-- Opening Marker --
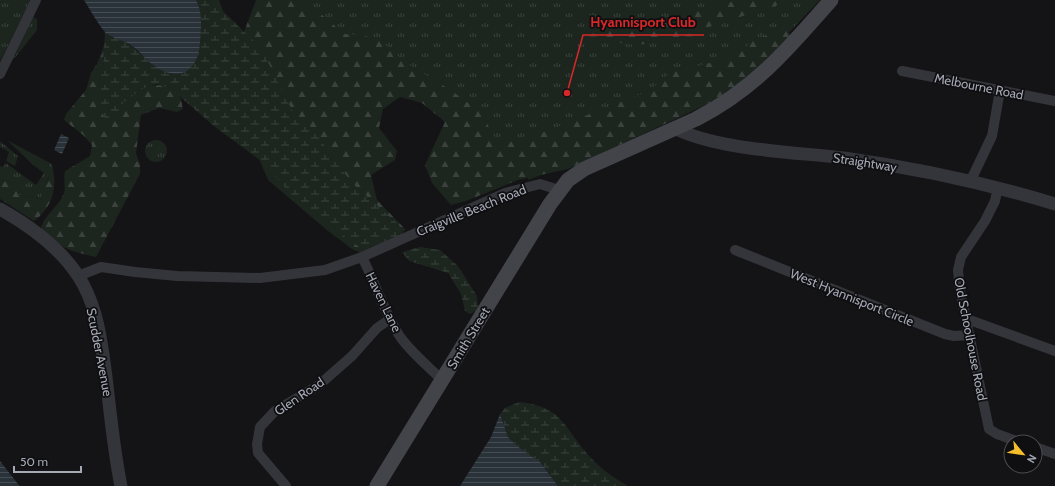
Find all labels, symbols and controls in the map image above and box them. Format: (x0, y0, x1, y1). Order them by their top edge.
callout: Hyannisport Club (583, 9, 704, 35)
text: Hyannisport Club (590, 13, 696, 31)
street label: Melbourne Road (933, 70, 1025, 102)
street label: Straightway (832, 149, 899, 175)
street label: Craigville Beach Road (414, 181, 528, 239)
street label: West Hyannisport Circle (788, 265, 917, 329)
street label: Haven Lane (363, 269, 406, 335)
street label: Old Schoolhouse Road (951, 276, 991, 402)
street label: Smith Street (443, 304, 493, 372)
street label: Scudder Avenue (84, 306, 116, 398)
street label: Glen Road (271, 374, 327, 418)
north arrow (1003, 434, 1043, 474)
scale bar (14, 448, 81, 474)
text: N (1024, 452, 1040, 466)
text: 50 m (20, 454, 48, 469)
-- Closing Marker --
> **Work instruction**
Give the listing above again in its entirety and exactly; do not include the pictures.

> **Solution for this problem**
Find all labels, symbols and controls in the map image above and box them. Format: (x0, y0, x1, y1). Order them by their top edge.
callout: Hyannisport Club (583, 9, 704, 35)
text: Hyannisport Club (590, 13, 696, 31)
street label: Melbourne Road (933, 70, 1025, 102)
street label: Straightway (832, 149, 899, 175)
street label: Craigville Beach Road (414, 181, 528, 239)
street label: West Hyannisport Circle (788, 265, 917, 329)
street label: Haven Lane (363, 269, 406, 335)
street label: Old Schoolhouse Road (951, 276, 991, 402)
street label: Smith Street (443, 304, 493, 372)
street label: Scudder Avenue (84, 306, 116, 398)
street label: Glen Road (271, 374, 327, 418)
north arrow (1003, 434, 1043, 474)
scale bar (14, 448, 81, 474)
text: N (1024, 452, 1040, 466)
text: 50 m (20, 454, 48, 469)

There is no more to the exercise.